Concernant la lettre aux Français du 23 juin, le seul risque pour l’alliance présidentielle est donc « sa réintégration en dépense électorale dans les comptes de campagne », ce que pourrait décider la CNCCFP, y compris si son coût est dérisoire, explique Romain Rambaud. Interrogés sur les moyens utilisés par Emmanuel Macron, ainsi que sur une éventuelle intégration de son courrier dans les comptes de campagne, ni les responsables de la campagne au sein de Renaissance ni l’Elysée n’ont pour l’instant répondu.

Le leader du PS, Olivier Faure, estime également qu’une telle lettre constituerait une publicité commerciale.

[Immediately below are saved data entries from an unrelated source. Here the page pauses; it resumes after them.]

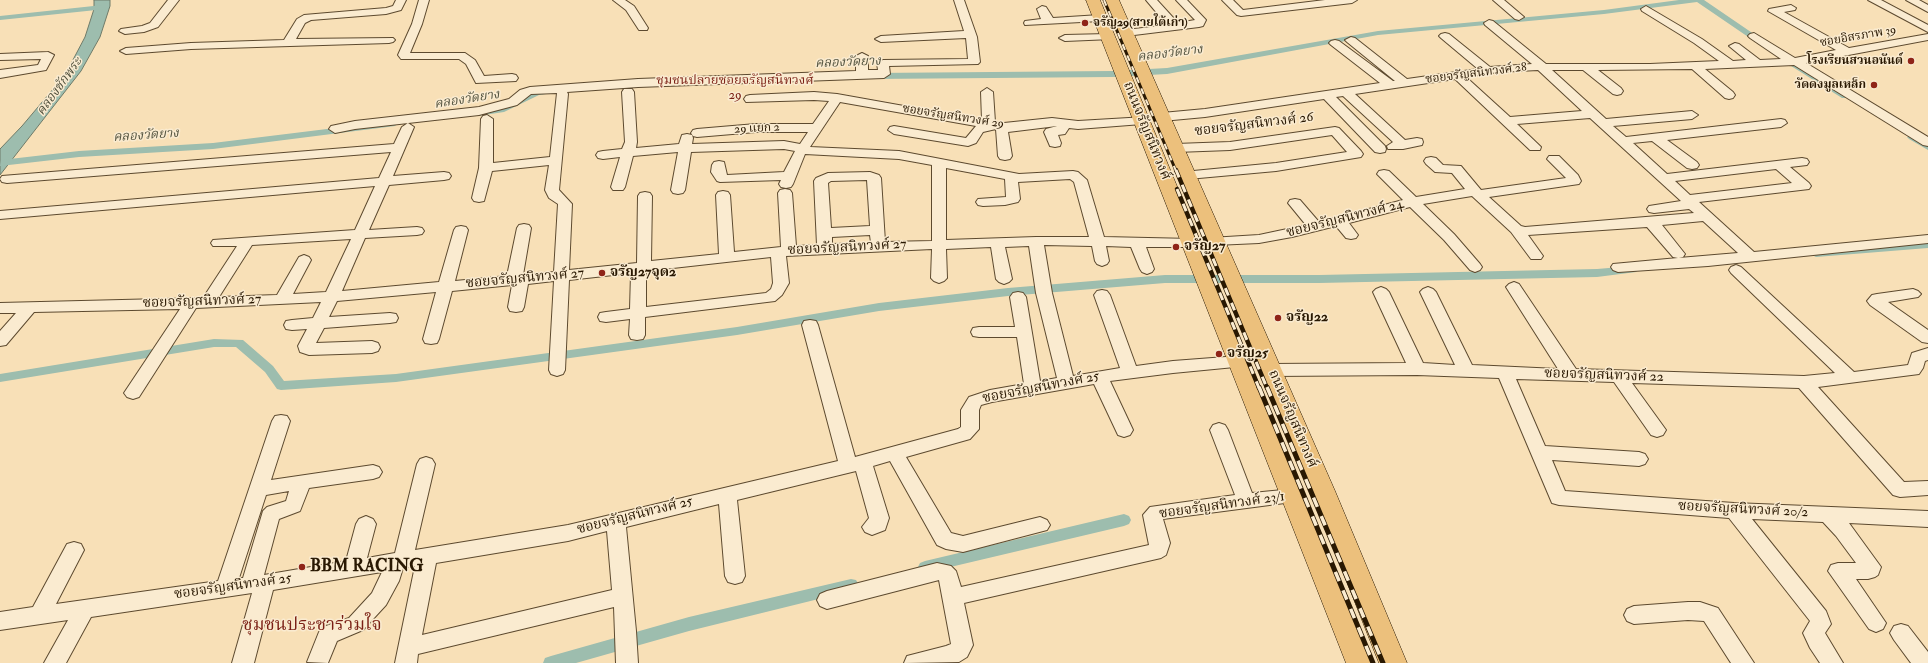 <!DOCTYPE html>
<html>
<head>
<meta charset="utf-8">
<style>
	body { margin:0 }
	canvas { display:block; background:#f8e0b7 }
</style>
</head>
<body>
<canvas width="1928" height="663"></canvas>
<script>
const ctx = document.querySelector('canvas').getContext('2d');
ctx.lineJoin = 'round';
function fillPath(path, color) { ctx.fillStyle = color; ctx.fill(path, 'evenodd'); }
const shape = rows => new Path2D(rows.map(r => 'M' + r).join(''));
function trace(path, color, width, dash) { ctx.strokeStyle = color; ctx.lineWidth = width; ctx.lineCap = dash ? 'butt' : 'round'; ctx.setLineDash(dash || []); ctx.stroke(path); }
function label(font, color, halo, rows, align = 'center') {
  ctx.font = font + ' "IM FELL Double Pica","Noto Serif Thai",serif'; ctx.lineWidth = 3; ctx.setLineDash([]); ctx.textBaseline = 'middle'; ctx.strokeStyle = halo; ctx.fillStyle = color; for (const [text, x, y, turn = 0] of rows) {
    ctx.save(); ctx.translate(x, y); ctx.rotate((+turn || 0) * Math.PI / 180); ctx.textAlign = isNaN(turn) ? turn : align; if (halo) ctx.strokeText(text, 0, 0); ctx.fillText(text, 0, 0); ctx.restore();
  }
}
const water = shape([
	[94,0,110,0,110,6,100,37,81,71,0,175,0,149,22,126,65,75,85,37,94,9,94,0]
]);
fillPath(water, '#9dbdae');
trace(water, '#6f7b69', 1);
fillPath(shape([
	[1679,0,1704,0,1767,43,1763,46,1760,45,1697,2,1604,14,1378,35,1167,74,1112,77,872,79,868,76,872,73,1112,71,1167,68,1378,31,1604,10,1679,0],
	[103,5,106,5,106,9,0,20,0,16,103,5],
	[1783,54,1786,55,1850,96,1848,98,1842,98,1780,59,1779,57,1783,54],
	[550,88,555,91,553,93,539,95,504,112,477,116,472,113,477,110,499,107,534,90,550,88],
	[392,121,397,124,395,126,213,149,79,157,0,166,1,160,79,151,213,143,392,121],
	[1912,134,1928,143,1928,150,1909,139,1907,137,1912,134],
	[1928,242,1928,248,1816,257,1810,254,1816,251,1928,242],
	[1632,266,1636,268,1638,270,1636,272,1597,277,1319,283,1165,283,1008,296,879,311,737,335,396,382,281,390,277,389,265,372,236,347,214,347,0,382,0,374,214,339,243,340,273,366,284,381,396,374,737,327,879,303,1008,288,1165,275,1319,275,1597,269,1632,266],
	[1124,514,1129,516,1131,520,1129,524,1124,526,925,573,920,571,918,567,920,563,925,561,1124,514],
	[851,579,856,580,859,585,856,590,851,591,689,631,576,663,543,663,545,658,551,656,689,617,851,579]
]), '#9dbdae');
const minor = shape([
	[168,0,179,0,158,27,144,32,125,34,119,31,121,29,142,26,150,23,168,0],
	[396,0,406,0,401,10,386,14,311,20,305,23,296,39,393,38,395,40,393,42,389,43,191,49,126,54,120,51,126,48,191,43,284,40,297,19,304,15,386,8,393,6,396,0],
	[419,0,429,0,422,24,410,53,465,53,475,60,484,76,512,74,516,75,518,78,516,81,476,83,466,64,459,59,401,59,398,55,412,24,419,0],
	[613,0,625,0,634,6,648,28,647,30,639,30,626,10,613,0],
	[954,0,964,0,977,37,980,62,978,64,889,66,890,74,884,78,638,87,567,92,568,94,559,190,572,204,569,270,637,263,638,196,640,193,645,192,650,193,652,196,651,261,719,254,716,195,718,192,723,191,728,192,730,195,734,252,781,247,778,193,780,190,785,189,790,190,792,193,796,246,817,245,814,181,816,178,828,173,870,172,879,175,881,178,885,242,932,241,932,165,899,159,805,154,793,184,791,187,786,188,781,187,779,184,781,180,720,182,717,181,711,172,712,165,714,162,719,161,724,162,727,175,784,172,795,151,784,149,691,152,685,190,683,193,678,194,673,193,671,190,678,152,633,156,625,187,623,190,613,190,611,187,620,157,603,159,598,158,596,155,598,152,603,151,622,149,625,142,622,92,624,89,632,89,634,92,637,142,636,148,679,144,682,135,687,134,692,135,693,138,692,144,784,141,800,144,808,132,756,132,697,137,693,136,691,133,693,130,697,129,756,124,813,124,829,101,814,100,746,102,744,99,746,96,750,95,814,92,837,94,982,120,981,92,987,88,993,92,995,122,997,122,1004,123,1052,118,1078,121,1146,117,1148,120,1142,124,1078,129,1069,128,1065,134,1058,135,1061,143,1060,146,1055,147,1050,146,1044,132,1046,129,1057,126,1008,132,1012,156,1010,159,1005,160,1000,159,998,156,996,129,983,132,976,143,968,146,894,134,888,130,890,127,894,126,966,138,976,126,840,102,810,147,899,151,1019,174,1073,171,1078,172,1087,180,1104,237,1192,239,1197,240,1199,243,1197,246,1192,247,1146,247,1154,269,1152,272,1147,274,1142,272,1140,269,1131,247,1106,246,1109,261,1107,264,1102,266,1097,264,1095,261,1092,246,1044,245,1052,293,1073,376,1120,368,1094,295,1097,291,1102,290,1107,291,1110,295,1136,366,1173,361,1239,356,1245,358,1247,362,1245,366,1173,373,1110,381,1133,430,1130,435,1124,437,1118,435,1094,384,992,402,981,405,979,410,979,429,970,439,906,457,951,533,963,536,1040,517,1047,520,1050,525,1047,530,963,552,946,549,937,545,890,461,873,466,889,518,885,530,872,535,865,532,862,527,869,518,856,471,737,500,745,576,742,582,735,584,728,582,725,576,719,504,626,527,636,631,638,663,616,663,614,607,418,654,417,663,395,663,415,566,403,568,399,581,386,605,363,630,337,641,328,663,307,662,319,632,323,627,349,618,372,593,382,572,273,590,254,663,232,663,252,593,91,617,66,663,44,663,68,620,0,630,0,612,33,607,67,544,74,542,81,544,84,550,56,604,218,581,272,421,275,416,281,415,287,416,290,421,271,480,373,465,379,467,382,472,379,477,373,479,309,488,300,511,279,519,264,575,346,561,356,524,359,519,366,516,373,519,376,524,367,558,395,553,417,464,420,459,426,457,432,459,435,464,415,550,568,525,838,461,802,325,804,321,810,320,816,321,818,325,855,457,958,429,961,427,961,410,969,397,990,390,1024,384,1017,337,979,337,973,336,971,332,973,328,979,327,1015,327,1010,297,1013,293,1018,292,1023,293,1026,297,1040,381,1057,378,1036,293,1029,246,1005,247,1012,279,1009,282,1004,284,999,282,996,279,991,247,946,249,947,278,944,281,939,283,934,281,931,278,932,249,786,256,789,283,782,295,775,301,645,317,645,335,643,339,637,340,631,339,629,335,630,319,606,322,600,321,598,317,600,313,606,312,630,309,631,273,569,280,565,370,563,374,557,376,551,374,549,370,554,281,528,284,524,307,522,311,516,312,510,311,508,307,512,285,452,291,439,339,437,343,431,344,425,343,423,339,436,292,337,301,329,317,390,313,396,314,398,318,396,322,390,323,324,328,316,343,372,341,378,343,380,347,378,351,372,353,309,355,300,352,298,346,307,329,292,330,286,329,284,325,286,321,292,320,313,318,321,302,196,308,139,397,133,399,127,397,124,393,180,309,34,312,6,345,0,346,0,331,16,313,0,313,0,303,203,298,237,246,213,246,211,243,213,240,355,230,375,186,0,219,0,211,379,178,391,152,7,183,2,182,0,179,2,176,394,144,402,127,408,123,414,127,393,176,444,172,449,173,451,176,449,179,444,180,389,185,369,230,417,227,422,228,424,231,422,234,417,235,365,238,342,291,439,282,454,230,456,227,461,226,466,227,468,230,455,281,507,276,517,228,519,225,524,224,529,225,531,228,523,275,554,272,558,204,549,198,545,190,549,165,492,171,484,201,479,202,474,201,472,198,479,168,481,119,483,116,487,115,493,119,493,163,550,157,557,93,531,94,517,105,479,115,355,129,335,133,329,129,331,126,355,121,479,107,509,99,520,90,530,87,638,79,856,71,856,56,862,53,868,56,868,70,878,70,877,63,883,60,968,59,966,38,881,42,875,39,881,36,964,31,954,0],
	[946,168,1005,179,1006,197,978,199,976,202,978,205,983,206,1005,205,1018,202,1020,199,1018,182,1070,179,1074,182,1089,237,1036,237,946,240,946,168],
	[867,180,870,226,831,228,828,183,831,181,867,180],
	[870,235,871,243,832,244,832,237,870,235],
	[351,239,326,292,293,294,311,260,309,257,304,255,299,257,277,295,219,297,252,245,351,239],
	[771,257,773,283,771,289,766,293,646,307,646,271,771,257],
	[289,491,286,501,267,507,263,511,243,578,239,578,266,495,289,491],
	[607,531,612,590,422,635,436,563,568,541,607,531],
	[1146,0,1157,0,1178,23,1195,20,1176,0,1187,0,1206,20,1203,26,1199,27,1126,36,1122,35,1120,33,1126,30,1167,25,1146,0],
	[1222,0,1233,0,1243,10,1325,0,1357,0,1352,3,1241,16,1237,15,1222,0],
	[1493,0,1504,0,1524,17,1519,20,1515,19,1493,0],
	[1868,0,1881,0,1928,25,1928,32,1868,0],
	[1906,0,1919,0,1928,5,1928,12,1906,0],
	[1791,5,1796,8,1795,10,1784,12,1849,48,1928,34,1928,40,1806,63,1928,137,1928,146,1923,145,1794,65,1705,69,1733,92,1735,95,1733,98,1729,99,1725,98,1692,69,1598,70,1621,88,1623,91,1621,94,1617,95,1613,94,1583,70,1552,70,1606,119,1692,111,1698,115,1692,119,1613,126,1626,137,1781,119,1785,120,1787,123,1781,127,1667,140,1697,162,1699,165,1697,168,1692,169,1687,168,1652,141,1633,143,1667,174,1802,158,1807,159,1809,162,1807,165,1790,167,1809,183,1811,186,1809,189,1699,202,1754,252,1928,235,1928,243,1708,266,1618,272,1613,270,1611,267,1613,264,1678,258,1673,257,1647,227,1528,235,1543,256,1541,259,1531,259,1511,232,1472,196,1423,204,1454,234,1480,264,1482,267,1480,270,1475,272,1470,270,1444,240,1410,207,1349,223,1358,235,1356,238,1351,239,1346,238,1336,226,1292,237,1259,243,1215,245,1210,244,1208,241,1210,238,1259,235,1306,225,1288,203,1290,200,1295,199,1300,200,1319,222,1403,200,1377,174,1379,171,1384,170,1389,171,1416,197,1465,189,1452,173,1435,172,1426,164,1424,161,1426,158,1431,157,1436,158,1443,165,1461,166,1481,190,1566,178,1547,159,1549,156,1559,156,1578,175,1581,181,1579,184,1489,197,1521,226,1525,227,1694,213,1689,209,1654,213,1649,212,1647,209,1649,206,1681,201,1590,118,1517,124,1541,147,1540,150,1530,150,1455,79,1355,94,1405,140,1417,138,1422,139,1423,142,1422,145,1403,149,1388,149,1387,146,1393,142,1343,96,1336,97,1385,146,1386,149,1385,152,1380,153,1375,152,1324,99,1205,117,1162,121,1156,117,1162,113,1205,109,1380,83,1331,45,1329,43,1331,41,1335,40,1339,41,1393,81,1395,81,1347,42,1345,40,1351,37,1355,38,1407,79,1478,69,1441,38,1439,36,1441,34,1445,33,1449,34,1490,67,1532,64,1485,25,1484,23,1489,20,1493,21,1546,64,1650,64,1719,61,1694,43,1642,11,1641,9,1646,6,1702,39,1733,61,1746,60,1729,46,1735,43,1739,44,1760,60,1781,59,1750,38,1748,36,1750,34,1754,33,1795,58,1836,50,1768,11,1769,9,1791,5],
	[1538,70,1582,111,1510,117,1466,77,1498,72,1538,70],
	[1776,169,1792,183,1690,195,1675,181,1776,169],
	[1703,221,1738,253,1679,258,1683,257,1685,254,1662,225,1703,221],
	[1042,6,1046,7,1053,18,1100,15,1105,18,1100,21,1025,25,1024,23,1025,21,1041,19,1037,9,1042,6],
	[1108,34,1112,35,1114,37,1112,39,1065,41,1059,38,1065,35,1108,34],
	[48,52,54,55,46,70,0,78,0,70,38,65,41,59,0,60,0,54,48,52],
	[1335,127,1339,128,1361,151,1363,154,1361,157,1276,171,1188,179,1183,178,1181,175,1183,172,1276,163,1347,152,1332,135,1230,150,1176,152,1171,151,1170,148,1171,145,1176,144,1230,142,1335,127],
	[1736,265,1741,267,1854,372,1908,365,1912,353,1928,348,1928,360,1925,361,1923,368,1919,374,1818,387,1904,482,1928,481,1928,495,1900,497,1893,495,1799,388,1632,383,1666,430,1663,435,1657,437,1651,435,1614,382,1516,379,1545,446,1639,452,1645,454,1648,459,1645,464,1639,466,1552,460,1565,491,1734,503,1928,511,1928,527,1849,523,1881,567,1878,575,1875,577,1868,579,1856,579,1886,623,1883,629,1876,632,1869,629,1828,571,1831,565,1838,563,1856,563,1836,536,1823,522,1752,519,1826,611,1831,624,1825,633,1843,663,1820,663,1810,648,1803,633,1810,621,1729,518,1559,505,1552,503,1499,378,1417,375,1271,376,1265,374,1263,370,1265,366,1271,364,1406,363,1373,292,1376,289,1381,287,1386,289,1389,292,1423,363,1455,365,1420,292,1423,289,1428,287,1433,289,1436,292,1472,365,1558,369,1506,287,1509,284,1514,282,1519,284,1576,369,1804,376,1835,373,1731,273,1729,270,1731,267,1736,265],
	[1913,289,1918,291,1921,294,1918,297,1888,302,1928,330,1928,343,1922,342,1870,305,1867,301,1872,295,1877,294,1913,289],
	[1219,423,1225,425,1228,430,1252,493,1293,489,1300,491,1302,496,1300,501,1163,519,1170,543,1166,555,1161,558,964,603,973,645,967,657,959,662,904,663,907,656,946,646,951,644,939,580,827,609,820,606,817,600,820,594,827,591,937,563,951,566,956,571,961,587,1149,545,1143,515,1150,507,1235,495,1210,430,1213,425,1219,423],
	[1688,602,1700,602,1718,608,1754,663,1731,663,1704,621,1688,620,1634,624,1627,621,1624,615,1627,609,1634,606,1688,602],
	[1901,624,1908,626,1928,652,1928,663,1911,663,1894,640,1890,633,1894,626,1901,624]
]);
const major = shape([
	[1086,0,1100,0,1374,663,1346,663,1086,0],
	[1105,0,1119,0,1335,491,1407,663,1379,663,1311,491,1105,0]
]);
trace(minor, '#5d4a2f', 2);
trace(major, '#291802', 1);
fillPath(minor, '#faebd0');
fillPath(major, '#ecc07c');
const railFar2 = shape([
	[1104,0,1176,171]
]);
const railFar1 = shape([
	[1176,170,1267,388],
	[1177,189,1259,388]
]);
const rail = shape([
	[1259,387,1373,663],
	[1267,387,1383,663]
]);
trace(railFar2, '#291802', 3);
trace(railFar1, '#291802', 4.5);
trace(rail, '#291802', 5);
trace(railFar2, '#faebd0', 2, [6]);
trace(railFar1, '#faebd0', 3, [8]);
trace(rail, '#faebd0', 3.5, [10]);
for (const [x, y, r, color] of [
	[1085,23,4,"#8f2418"],
	[1911,61,4,"#8f2418"],
	[1874,85,4,"#8f2418"],
	[1176,247,4,"#8f2418"],
	[602,273,4,"#8f2418"],
	[1278,318,4,"#8f2418"],
	[1219,354,4,"#8f2418"],
	[302,567,4,"#8f2418"]
]) { const dot = new Path2D(); dot.arc(x, y, r, 0, 2 * Math.PI); ctx.fillStyle = color; ctx.fill(dot); trace(dot, '#faebd0', 1.5); }
label('bold 12px', '#291802', '#faebd0', [
	["จรัญ29(สายใต้เก่า)",1093,23,"left"],
	["โรงเรียนสวนอนันต์",1903,61],
	["วัดดงมูลเหล็ก",1866,85]
], 'right');
label('12px', '#291802', '#faebd0', [
	["ซอยอิสรภาพ 39",1858,37,-10],
	["ซอยจรัญสนิทวงศ์ 28",1476,74,-7],
	["ซอยจรัญสนิทวงศ์ 29",953,117,9],
	["29 แยก 2",757,129,-3]
]);
label('italic 13px', '#52523e', '#faebd0', [
	["คลองวัดยาง",1170,54,-7],
	["คลองวัดยาง",848,63,-2],
	["คลองชักพระ",60,87,-54],
	["คลองวัดยาง",467,100,-9],
	["คลองวัดยาง",146,136,-4]
]);
label('13px', '#7a1f14', '#faebd0', [
	["ชุมชนปลายซอยจรัญสนิทวงศ์",735,81],
	["29",735,96]
]);
label('14px', '#291802', '#faebd0', [
	["ซอยจรัญสนิทวงศ์ 26",1254,125,-7],
	["ถนนจรัญสนิทวงศ์",1146,131,68],
	["ซอยจรัญสนิทวงศ์ 24",1345,219,-14],
	["ซอยจรัญสนิทวงศ์ 27",847,248,-3],
	["ซอยจรัญสนิทวงศ์ 27",525,279,-5],
	["ซอยจรัญสนิทวงศ์ 27",202,302,-2],
	["ซอยจรัญสนิทวงศ์ 22",1604,376,2],
	["ซอยจรัญสนิทวงศ์ 25",1041,388,-11],
	["ถนนจรัญสนิทวงศ์",1292,419,67],
	["ซอยจรัญสนิทวงศ์ 23/1",1222,506,-8],
	["ซอยจรัญสนิทวงศ์ 20/2",1743,510,3],
	["ซอยจรัญสนิทวงศ์ 25",635,516,-14],
	["ซอยจรัญสนิทวงศ์ 25",233,587,-8]
]);
label('bold 14px', '#291802', '#faebd0', [
	["จรัญ27",1184,247],
	["จรัญ27จุด2",610,273],
	["จรัญ22",1286,318],
	["จรัญ25",1227,354]
], 'left');
label('bold 17px', '#291802', '#faebd0', [
	["BBM RACING",310,567]
], 'left');
label('18px', '#7a1f14', '#faebd0', [
	["ชุมชนประชาร่วมใจ",312,626]
]);
</script>
</body>
</html>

Alors que le code électoral (en son article L.52-1) interdit « l’utilisation à des fins de propagande électorale de tout procédé de publicité commerciale par voie de presse ». Cet argument a été rapidement balayé par des spécialistes du droit électoral rejoints par VérifierActualités. « Ce qui est interdit, c’est d’acheter des encarts » je n’envoie pas « une lettre reprise par la suite par un certain nombre de journaux », résume Alexandra Aderno.

Dans les articles accompagnant la lettre, les titres de la presse régionale indiquent clairement que le texte adressé aux Français leur a été transmis par Emmanuel Macron. Sous-entendant que c’était ensuite à eux de décider s’ils souhaitaient ou non l’inclure dans leurs pages. De sorte que « les journaux auraient pu refuser de le publier », ajoute Sophie Briante-Guillemont, mais « Il serait surprenant qu’un quotidien refuse la lettre du président de la République, fonction qu’il ne perd pas, même en campagne électorale. »

Cammile Bussière

One of the most important things for me as a press writer is the technical news that changes our world day by day, so I write in this area of technology across many sites and I am.